(DATASET RECORDS)
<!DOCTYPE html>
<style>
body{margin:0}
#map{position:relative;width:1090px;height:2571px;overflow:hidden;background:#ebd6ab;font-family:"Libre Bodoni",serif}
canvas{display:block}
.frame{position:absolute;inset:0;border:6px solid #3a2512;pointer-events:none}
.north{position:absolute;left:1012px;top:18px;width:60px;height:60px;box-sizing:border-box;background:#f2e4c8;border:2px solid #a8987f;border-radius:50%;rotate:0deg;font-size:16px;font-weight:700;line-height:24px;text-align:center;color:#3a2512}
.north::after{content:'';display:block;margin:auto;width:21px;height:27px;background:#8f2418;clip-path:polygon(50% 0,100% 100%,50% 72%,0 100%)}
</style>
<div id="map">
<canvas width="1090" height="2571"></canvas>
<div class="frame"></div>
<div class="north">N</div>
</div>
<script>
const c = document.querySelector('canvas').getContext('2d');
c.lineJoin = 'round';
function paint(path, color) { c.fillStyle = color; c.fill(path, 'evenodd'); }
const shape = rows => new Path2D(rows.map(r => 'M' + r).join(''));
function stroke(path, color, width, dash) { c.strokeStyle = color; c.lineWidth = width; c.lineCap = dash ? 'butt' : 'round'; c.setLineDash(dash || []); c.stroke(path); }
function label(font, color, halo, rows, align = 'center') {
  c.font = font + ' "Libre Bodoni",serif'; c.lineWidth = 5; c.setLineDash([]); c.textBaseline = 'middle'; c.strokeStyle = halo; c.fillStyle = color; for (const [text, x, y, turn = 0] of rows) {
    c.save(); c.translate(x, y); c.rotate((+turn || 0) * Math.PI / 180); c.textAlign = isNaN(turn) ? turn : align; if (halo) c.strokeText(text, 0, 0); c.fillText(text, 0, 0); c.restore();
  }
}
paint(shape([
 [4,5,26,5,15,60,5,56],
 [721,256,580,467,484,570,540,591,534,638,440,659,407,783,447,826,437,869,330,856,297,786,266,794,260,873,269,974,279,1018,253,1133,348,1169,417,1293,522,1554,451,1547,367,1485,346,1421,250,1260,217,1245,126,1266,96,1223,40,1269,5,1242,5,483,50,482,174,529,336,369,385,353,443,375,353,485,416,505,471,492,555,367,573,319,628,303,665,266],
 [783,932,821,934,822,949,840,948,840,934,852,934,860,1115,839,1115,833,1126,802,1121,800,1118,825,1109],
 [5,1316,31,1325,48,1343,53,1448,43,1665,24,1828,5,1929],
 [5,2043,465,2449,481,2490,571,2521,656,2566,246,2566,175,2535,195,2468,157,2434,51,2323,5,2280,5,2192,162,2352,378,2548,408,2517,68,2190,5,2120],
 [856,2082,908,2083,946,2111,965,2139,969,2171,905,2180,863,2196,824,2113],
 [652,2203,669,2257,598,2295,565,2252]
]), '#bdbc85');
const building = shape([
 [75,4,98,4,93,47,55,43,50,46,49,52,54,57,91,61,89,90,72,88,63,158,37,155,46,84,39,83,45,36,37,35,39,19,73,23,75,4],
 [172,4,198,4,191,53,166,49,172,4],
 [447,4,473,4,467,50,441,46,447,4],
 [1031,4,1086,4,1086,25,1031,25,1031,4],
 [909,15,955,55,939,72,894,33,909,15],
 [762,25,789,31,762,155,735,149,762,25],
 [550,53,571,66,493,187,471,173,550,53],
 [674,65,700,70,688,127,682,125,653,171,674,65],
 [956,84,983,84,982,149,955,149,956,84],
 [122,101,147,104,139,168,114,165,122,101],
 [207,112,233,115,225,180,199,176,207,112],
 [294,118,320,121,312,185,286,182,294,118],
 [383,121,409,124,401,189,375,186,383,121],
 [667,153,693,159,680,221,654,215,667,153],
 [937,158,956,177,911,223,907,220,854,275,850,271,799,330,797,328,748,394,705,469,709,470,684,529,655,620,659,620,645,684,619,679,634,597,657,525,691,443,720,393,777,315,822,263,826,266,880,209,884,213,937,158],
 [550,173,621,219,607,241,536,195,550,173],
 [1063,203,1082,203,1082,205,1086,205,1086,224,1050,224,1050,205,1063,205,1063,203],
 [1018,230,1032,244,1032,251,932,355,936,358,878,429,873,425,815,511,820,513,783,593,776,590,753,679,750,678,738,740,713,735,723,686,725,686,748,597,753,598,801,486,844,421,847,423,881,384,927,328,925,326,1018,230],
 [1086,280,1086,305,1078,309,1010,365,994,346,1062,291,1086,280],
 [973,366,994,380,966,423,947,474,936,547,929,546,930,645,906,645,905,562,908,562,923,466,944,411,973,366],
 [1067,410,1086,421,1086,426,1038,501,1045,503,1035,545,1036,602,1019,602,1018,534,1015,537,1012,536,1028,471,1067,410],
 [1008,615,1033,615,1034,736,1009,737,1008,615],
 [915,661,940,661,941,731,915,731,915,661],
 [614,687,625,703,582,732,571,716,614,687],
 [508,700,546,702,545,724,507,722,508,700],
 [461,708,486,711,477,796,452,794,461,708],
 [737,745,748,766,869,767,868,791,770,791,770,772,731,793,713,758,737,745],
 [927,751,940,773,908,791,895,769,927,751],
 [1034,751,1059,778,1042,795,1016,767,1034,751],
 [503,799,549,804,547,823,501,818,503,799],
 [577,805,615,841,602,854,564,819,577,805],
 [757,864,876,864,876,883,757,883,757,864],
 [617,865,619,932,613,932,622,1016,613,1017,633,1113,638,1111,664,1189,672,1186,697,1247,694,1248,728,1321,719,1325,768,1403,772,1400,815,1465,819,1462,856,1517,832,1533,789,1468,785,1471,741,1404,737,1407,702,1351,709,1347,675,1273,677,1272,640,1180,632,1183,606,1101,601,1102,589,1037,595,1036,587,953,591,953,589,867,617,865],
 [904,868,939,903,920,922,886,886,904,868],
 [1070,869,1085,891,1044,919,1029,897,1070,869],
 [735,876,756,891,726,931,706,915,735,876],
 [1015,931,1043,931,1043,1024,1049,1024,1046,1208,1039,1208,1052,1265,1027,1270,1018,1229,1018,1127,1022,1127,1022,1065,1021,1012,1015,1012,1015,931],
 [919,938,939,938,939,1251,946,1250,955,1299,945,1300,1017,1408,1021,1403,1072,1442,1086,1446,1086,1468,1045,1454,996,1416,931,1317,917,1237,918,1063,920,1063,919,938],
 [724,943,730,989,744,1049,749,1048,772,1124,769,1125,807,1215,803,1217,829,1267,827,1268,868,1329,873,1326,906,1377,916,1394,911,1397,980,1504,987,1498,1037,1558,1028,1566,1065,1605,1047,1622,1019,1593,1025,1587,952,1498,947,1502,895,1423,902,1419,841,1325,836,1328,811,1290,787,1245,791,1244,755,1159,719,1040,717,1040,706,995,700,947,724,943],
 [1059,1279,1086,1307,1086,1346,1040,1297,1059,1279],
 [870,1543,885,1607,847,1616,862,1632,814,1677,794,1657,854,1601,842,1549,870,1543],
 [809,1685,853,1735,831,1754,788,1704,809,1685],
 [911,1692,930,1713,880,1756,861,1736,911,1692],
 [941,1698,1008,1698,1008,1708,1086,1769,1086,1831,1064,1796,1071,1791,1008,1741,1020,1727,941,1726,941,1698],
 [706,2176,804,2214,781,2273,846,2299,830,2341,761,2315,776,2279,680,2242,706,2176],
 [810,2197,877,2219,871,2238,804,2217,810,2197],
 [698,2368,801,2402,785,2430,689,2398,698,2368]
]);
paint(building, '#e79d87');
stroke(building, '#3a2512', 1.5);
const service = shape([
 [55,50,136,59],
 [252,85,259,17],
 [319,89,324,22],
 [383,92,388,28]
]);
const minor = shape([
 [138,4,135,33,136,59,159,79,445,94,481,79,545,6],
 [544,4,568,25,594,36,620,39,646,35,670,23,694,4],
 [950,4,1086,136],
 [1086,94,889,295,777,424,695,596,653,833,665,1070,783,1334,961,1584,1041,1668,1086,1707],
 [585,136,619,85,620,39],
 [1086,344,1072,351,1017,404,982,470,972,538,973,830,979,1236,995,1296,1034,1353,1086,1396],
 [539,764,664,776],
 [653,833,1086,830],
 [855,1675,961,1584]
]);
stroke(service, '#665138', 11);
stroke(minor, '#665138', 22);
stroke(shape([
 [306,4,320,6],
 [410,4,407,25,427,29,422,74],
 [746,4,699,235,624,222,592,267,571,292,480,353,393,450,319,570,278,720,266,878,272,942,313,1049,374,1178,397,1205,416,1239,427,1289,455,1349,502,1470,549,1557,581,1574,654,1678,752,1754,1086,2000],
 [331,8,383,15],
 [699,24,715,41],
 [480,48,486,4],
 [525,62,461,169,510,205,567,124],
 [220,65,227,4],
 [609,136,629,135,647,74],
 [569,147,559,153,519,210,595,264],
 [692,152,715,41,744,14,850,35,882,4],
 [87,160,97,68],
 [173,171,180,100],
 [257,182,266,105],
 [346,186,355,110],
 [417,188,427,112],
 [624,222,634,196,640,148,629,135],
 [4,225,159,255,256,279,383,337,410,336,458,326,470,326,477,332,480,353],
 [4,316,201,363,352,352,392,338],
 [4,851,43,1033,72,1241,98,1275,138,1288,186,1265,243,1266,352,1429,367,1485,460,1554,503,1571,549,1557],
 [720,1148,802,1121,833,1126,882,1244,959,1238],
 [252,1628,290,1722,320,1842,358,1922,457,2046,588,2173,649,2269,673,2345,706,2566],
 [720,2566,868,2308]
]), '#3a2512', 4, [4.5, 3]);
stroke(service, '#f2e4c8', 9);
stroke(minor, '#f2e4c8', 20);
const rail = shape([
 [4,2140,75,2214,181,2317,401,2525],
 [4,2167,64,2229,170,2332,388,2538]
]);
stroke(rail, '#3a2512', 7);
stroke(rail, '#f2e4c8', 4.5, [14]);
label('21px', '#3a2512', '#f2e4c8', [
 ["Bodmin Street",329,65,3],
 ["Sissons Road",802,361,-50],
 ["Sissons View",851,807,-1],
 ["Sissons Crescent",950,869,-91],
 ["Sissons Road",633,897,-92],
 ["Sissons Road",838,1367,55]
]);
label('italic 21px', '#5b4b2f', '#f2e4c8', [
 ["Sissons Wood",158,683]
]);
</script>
(End DATASET RECORDS)
TASK DESCRIPTION:
Please return every line in the data that includes the string "rows".

ANSWER TO THE PROBLEM:
const shape = rows => new Path2D(rows.map(r => 'M' + r).join(''));
function label(font, color, halo, rows, align = 'center') {
  c.font = font + ' "Libre Bodoni",serif'; c.lineWidth = 5; c.setLineDash([]); c.textBaseline = 'middle'; c.strokeStyle = halo; c.fillStyle = color; for (const [text, x, y, turn = 0] of rows) {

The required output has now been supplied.